CNN in PyTorch#

import torch
import torchvision.transforms as T
from PIL import Image
import matplotlib.pyplot as plt
import torch.nn as nn
import torch.nn.functional as F
device = 'cuda' if torch.cuda.is_available() else 'cpu'
device
'cuda'
# load a sample image
img = Image.open("car.jpg").convert("RGB")

# Transform to tensor (C,H,W) and normalize to [0,1]
# C: channel (features), H: height, W: width

transform = T.Compose([T.Resize((256, 256)), T.ToTensor()])
img.size # (W, H)
(760, 506)
img_tensor = transform(img).unsqueeze(0).to(device) # shape: (1, 3, 128, 128)
img_tensor.shape # (1, C, H, W)
torch.Size([1, 3, 256, 256])
plt.figure(1)
plt.imshow(img_tensor.cpu().squeeze(0).permute(1, 2, 0)) # # Tensor: (1, 3, H, W) → (H, W, 3)
plt.title("Original Image")
Text(0.5, 1.0, 'Original Image')
../../_images/c064c4cf421e13d8b58c73f620eae028c0ca7043919bc34ba4e157b45a51c8a6.png

Apply conv 2D#

We will use random arguments in the Conv2D layer to see how it works.

conv = nn.Conv2d(in_channels = 3,
                 out_channels = 8,
                 kernel_size = 3,
                 stride = 1,
                 padding = 1
).to(device)

# PyTorch automatically initializes the weights and biases  for each of the 8 output channels
# Each of those channels has its own set of 3 (C)×3 (H)×3 (W) filters
# conv2d generates 2d output from 2d input, so we get 8 2d images as output 
#
with torch.no_grad():
    output = conv(img_tensor)

print("conv :",conv)
print("Conv weight matrix (output_channel, channels (RGB), H, W):", conv.weight.shape)
print("Conv filter shape (channels (RGB), H, W):", conv.weight[0].shape)
conv : Conv2d(3, 8, kernel_size=(3, 3), stride=(1, 1), padding=(1, 1))
Conv weight matrix (output_channel, channels (RGB), H, W): torch.Size([8, 3, 3, 3])
Conv filter shape (channels (RGB), H, W): torch.Size([3, 3, 3])
output.shape
torch.Size([1, 8, 256, 256])

Visualise the feature maps after applying the Conv2D layer#

i = 0

for i in range(8):
    print("Loop number: ", i)
    #print(i/4, i%4)
    print("\t  plot number", i//4, i%4)
Loop number:  0
	  plot number 0 0
Loop number:  1
	  plot number 0 1
Loop number:  2
	  plot number 0 2
Loop number:  3
	  plot number 0 3
Loop number:  4
	  plot number 1 0
Loop number:  5
	  plot number 1 1
Loop number:  6
	  plot number 1 2
Loop number:  7
	  plot number 1 3
fig, axs = plt.subplots(2, 4, figsize=(20, 10))
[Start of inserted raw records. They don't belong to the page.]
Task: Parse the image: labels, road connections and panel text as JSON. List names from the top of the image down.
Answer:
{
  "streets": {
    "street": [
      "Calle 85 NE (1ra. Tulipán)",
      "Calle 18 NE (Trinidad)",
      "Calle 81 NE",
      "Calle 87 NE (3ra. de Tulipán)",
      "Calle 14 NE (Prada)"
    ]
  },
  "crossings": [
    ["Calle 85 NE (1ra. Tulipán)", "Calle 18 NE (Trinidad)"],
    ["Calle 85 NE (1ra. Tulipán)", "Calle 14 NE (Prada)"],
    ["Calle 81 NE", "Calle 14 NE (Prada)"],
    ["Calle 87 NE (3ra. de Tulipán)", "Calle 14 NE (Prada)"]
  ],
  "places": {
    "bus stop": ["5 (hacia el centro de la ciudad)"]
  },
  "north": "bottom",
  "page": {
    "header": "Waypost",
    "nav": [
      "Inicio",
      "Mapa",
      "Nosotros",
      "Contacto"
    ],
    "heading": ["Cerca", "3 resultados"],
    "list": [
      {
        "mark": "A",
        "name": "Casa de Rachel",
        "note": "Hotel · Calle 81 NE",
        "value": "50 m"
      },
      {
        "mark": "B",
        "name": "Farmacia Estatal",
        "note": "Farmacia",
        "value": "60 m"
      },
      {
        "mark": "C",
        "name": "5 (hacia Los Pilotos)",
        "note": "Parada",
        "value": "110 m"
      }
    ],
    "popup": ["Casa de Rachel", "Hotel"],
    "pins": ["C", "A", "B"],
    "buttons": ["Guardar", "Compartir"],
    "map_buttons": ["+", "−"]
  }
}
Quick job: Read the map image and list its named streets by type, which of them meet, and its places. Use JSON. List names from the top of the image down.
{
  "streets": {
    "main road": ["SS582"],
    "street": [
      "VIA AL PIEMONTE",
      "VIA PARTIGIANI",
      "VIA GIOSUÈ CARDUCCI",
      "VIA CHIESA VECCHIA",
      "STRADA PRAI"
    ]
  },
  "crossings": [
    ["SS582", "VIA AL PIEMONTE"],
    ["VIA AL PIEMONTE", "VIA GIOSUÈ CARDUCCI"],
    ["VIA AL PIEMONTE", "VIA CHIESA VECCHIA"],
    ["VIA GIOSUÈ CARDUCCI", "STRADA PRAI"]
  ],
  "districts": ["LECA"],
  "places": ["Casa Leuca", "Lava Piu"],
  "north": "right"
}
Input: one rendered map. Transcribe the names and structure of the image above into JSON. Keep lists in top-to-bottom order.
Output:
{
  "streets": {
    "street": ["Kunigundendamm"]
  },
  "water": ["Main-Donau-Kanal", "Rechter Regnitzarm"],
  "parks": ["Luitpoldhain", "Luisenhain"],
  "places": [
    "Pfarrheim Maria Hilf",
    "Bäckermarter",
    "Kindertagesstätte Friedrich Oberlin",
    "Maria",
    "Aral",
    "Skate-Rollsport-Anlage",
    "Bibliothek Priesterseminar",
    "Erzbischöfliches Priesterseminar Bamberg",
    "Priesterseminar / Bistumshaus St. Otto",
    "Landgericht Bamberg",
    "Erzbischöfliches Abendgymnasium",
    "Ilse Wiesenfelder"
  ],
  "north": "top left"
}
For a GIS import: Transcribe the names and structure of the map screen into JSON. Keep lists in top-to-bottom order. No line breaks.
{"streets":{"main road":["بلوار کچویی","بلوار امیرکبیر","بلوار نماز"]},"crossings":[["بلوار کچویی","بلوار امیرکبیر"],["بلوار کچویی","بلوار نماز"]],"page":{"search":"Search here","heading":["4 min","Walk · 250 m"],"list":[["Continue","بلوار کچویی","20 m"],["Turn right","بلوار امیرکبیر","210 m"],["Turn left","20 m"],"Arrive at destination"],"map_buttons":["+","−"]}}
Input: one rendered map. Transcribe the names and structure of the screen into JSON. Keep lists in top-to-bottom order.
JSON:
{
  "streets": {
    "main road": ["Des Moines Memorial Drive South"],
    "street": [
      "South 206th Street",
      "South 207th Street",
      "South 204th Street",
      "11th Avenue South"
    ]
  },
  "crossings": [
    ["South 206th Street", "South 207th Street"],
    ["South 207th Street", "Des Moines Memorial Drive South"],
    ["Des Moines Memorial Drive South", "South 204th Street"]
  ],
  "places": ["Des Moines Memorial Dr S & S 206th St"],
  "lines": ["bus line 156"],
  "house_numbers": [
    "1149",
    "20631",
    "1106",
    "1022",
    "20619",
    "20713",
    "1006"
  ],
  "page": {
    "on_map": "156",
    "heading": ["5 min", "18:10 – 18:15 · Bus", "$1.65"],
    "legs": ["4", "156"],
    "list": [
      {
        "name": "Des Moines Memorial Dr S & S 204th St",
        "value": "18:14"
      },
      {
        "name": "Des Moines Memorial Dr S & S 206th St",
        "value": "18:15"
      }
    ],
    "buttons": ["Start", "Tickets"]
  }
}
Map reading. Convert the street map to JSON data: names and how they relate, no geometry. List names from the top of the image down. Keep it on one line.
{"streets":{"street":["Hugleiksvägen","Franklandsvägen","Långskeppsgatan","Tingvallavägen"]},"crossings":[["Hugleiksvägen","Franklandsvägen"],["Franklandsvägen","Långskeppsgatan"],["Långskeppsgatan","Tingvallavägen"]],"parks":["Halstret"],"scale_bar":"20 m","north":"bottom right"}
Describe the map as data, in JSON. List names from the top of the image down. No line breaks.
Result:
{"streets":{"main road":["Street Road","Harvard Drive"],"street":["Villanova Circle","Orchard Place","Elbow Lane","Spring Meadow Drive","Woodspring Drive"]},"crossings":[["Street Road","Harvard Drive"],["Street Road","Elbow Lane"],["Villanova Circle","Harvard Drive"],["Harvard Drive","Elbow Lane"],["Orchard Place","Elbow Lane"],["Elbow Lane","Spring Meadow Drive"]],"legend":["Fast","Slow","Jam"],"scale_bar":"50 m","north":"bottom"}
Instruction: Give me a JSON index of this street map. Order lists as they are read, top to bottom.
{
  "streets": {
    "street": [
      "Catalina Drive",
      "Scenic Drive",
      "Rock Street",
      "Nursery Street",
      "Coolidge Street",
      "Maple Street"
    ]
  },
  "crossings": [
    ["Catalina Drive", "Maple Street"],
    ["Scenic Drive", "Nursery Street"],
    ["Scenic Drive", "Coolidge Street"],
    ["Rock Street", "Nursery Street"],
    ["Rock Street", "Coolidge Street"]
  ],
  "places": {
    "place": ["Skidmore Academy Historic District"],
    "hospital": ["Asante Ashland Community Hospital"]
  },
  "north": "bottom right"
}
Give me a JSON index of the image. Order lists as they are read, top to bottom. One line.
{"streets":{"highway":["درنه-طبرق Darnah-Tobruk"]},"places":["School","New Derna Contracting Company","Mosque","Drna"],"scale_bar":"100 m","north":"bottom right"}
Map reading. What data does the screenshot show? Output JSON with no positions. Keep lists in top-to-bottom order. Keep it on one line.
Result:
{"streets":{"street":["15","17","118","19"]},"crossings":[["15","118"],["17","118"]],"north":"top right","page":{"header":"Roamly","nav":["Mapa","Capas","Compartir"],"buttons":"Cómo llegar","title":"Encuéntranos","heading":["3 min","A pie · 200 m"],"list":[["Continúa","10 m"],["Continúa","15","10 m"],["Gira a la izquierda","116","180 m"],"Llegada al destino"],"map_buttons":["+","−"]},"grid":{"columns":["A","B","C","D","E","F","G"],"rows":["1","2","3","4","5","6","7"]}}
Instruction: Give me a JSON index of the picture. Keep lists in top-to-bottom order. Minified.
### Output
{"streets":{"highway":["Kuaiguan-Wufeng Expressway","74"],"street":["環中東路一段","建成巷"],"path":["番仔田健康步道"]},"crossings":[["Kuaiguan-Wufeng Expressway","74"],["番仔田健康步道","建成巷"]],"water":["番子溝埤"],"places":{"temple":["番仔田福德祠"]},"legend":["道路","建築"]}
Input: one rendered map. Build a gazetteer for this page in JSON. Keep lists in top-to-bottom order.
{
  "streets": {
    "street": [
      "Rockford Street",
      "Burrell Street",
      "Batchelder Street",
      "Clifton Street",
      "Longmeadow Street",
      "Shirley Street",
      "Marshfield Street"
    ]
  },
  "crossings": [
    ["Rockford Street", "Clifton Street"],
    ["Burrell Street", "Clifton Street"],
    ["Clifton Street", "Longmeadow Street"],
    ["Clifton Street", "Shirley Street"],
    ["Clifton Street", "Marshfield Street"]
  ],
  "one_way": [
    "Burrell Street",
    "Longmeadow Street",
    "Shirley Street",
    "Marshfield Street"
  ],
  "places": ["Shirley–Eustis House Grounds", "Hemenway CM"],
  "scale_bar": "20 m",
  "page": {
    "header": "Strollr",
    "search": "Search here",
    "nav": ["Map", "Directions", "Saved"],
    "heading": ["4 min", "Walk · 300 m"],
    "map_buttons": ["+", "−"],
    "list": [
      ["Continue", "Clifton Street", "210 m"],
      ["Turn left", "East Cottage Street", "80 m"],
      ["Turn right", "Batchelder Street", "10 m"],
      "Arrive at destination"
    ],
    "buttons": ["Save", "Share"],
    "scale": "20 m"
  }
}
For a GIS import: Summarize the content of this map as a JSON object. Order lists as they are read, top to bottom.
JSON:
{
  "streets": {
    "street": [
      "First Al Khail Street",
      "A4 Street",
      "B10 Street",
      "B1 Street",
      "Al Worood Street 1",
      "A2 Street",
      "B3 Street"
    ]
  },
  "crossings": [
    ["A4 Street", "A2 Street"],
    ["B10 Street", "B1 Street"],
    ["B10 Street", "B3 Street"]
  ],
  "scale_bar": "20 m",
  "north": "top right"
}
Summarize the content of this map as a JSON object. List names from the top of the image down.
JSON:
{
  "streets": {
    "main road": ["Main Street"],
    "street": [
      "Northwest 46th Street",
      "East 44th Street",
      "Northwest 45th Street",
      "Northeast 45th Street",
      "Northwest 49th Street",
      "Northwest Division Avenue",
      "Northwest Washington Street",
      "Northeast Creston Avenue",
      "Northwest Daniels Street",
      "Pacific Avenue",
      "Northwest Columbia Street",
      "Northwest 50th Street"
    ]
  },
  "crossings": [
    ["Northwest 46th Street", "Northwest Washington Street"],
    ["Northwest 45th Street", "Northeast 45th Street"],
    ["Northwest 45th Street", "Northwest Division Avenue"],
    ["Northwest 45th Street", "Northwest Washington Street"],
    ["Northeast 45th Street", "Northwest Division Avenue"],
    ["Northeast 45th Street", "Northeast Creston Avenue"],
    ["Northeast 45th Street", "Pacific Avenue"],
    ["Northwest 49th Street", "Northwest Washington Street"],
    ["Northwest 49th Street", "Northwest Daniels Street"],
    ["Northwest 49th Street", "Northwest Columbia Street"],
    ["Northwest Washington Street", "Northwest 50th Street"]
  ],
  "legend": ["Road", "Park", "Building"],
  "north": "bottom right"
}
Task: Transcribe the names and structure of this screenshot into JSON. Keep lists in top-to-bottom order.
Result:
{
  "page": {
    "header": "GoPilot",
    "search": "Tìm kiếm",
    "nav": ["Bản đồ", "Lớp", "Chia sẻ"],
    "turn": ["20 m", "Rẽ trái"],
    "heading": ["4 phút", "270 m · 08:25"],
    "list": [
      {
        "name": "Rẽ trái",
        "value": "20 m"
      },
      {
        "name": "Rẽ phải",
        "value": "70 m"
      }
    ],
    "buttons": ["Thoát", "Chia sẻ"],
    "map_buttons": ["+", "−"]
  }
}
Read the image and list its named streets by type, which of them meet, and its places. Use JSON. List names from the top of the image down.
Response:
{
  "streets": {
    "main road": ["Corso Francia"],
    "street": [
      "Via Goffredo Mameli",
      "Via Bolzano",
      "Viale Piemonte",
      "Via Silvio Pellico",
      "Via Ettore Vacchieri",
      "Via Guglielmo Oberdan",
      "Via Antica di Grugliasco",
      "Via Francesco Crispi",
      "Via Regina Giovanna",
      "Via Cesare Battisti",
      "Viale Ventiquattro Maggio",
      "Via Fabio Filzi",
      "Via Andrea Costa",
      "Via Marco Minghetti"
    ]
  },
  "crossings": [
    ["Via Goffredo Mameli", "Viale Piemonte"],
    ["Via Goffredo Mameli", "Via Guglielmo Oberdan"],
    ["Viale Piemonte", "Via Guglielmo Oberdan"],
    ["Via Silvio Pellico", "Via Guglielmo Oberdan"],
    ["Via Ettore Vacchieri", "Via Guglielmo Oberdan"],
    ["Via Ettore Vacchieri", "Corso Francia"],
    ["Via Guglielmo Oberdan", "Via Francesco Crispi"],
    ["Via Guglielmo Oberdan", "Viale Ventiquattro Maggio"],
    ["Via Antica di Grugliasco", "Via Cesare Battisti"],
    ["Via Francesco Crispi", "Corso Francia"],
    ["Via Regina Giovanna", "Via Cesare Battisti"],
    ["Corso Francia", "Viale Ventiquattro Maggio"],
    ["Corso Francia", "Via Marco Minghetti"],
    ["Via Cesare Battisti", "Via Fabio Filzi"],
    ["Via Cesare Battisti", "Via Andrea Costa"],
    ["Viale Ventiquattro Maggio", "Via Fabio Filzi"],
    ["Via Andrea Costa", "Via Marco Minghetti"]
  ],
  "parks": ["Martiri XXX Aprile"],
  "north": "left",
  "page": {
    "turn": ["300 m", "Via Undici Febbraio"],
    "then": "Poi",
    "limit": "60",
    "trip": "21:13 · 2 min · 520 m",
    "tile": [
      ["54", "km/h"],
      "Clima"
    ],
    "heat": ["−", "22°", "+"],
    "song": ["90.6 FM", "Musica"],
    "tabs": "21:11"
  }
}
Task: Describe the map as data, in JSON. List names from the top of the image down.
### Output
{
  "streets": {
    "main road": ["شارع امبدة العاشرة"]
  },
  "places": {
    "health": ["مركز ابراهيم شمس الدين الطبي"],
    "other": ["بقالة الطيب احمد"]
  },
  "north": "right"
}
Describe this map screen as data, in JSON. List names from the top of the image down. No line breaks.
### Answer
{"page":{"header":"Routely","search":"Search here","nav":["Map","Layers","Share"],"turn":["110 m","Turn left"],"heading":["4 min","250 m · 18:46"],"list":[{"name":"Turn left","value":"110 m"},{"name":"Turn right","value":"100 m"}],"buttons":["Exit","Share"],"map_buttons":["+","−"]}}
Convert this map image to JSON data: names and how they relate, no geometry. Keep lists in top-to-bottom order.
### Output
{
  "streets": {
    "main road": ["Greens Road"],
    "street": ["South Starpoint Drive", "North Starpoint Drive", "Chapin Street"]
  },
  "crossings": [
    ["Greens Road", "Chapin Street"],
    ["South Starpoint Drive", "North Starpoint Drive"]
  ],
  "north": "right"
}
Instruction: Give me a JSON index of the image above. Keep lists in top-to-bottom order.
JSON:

for i in range (8): # 8 out_channels
    axs[i//4, i%4].imshow(output[0, i, :, :].cpu().numpy(), cmap='gray') # i is looping over each output channel
    axs[i//4, i%4].set_title(f"Output Channel {i+1}") # i+1 because i starts from 0
    axs[i//4, i%4].axis('off')
plt.tight_layout()
../../_images/a63d86d0bc4cdb88a125356d0c66b58b7317857ae7f5dda6f077cfb95dbfd6d6.png
# we will use this plotting function multiple times, so let us make a function
import matplotlib.pyplot as plt

def visualize_feature_maps(tensor, fig_num, title_prefix="Channel"):
    """
    Plots the first `max_channels` feature maps from a 4D tensor of shape (1, C, H, W).
    This is very hardcoded function, don't try fancy things.
    """
    plt.figure(fig_num)
    fig, axs = plt.subplots(2, 4, figsize=(20, 10))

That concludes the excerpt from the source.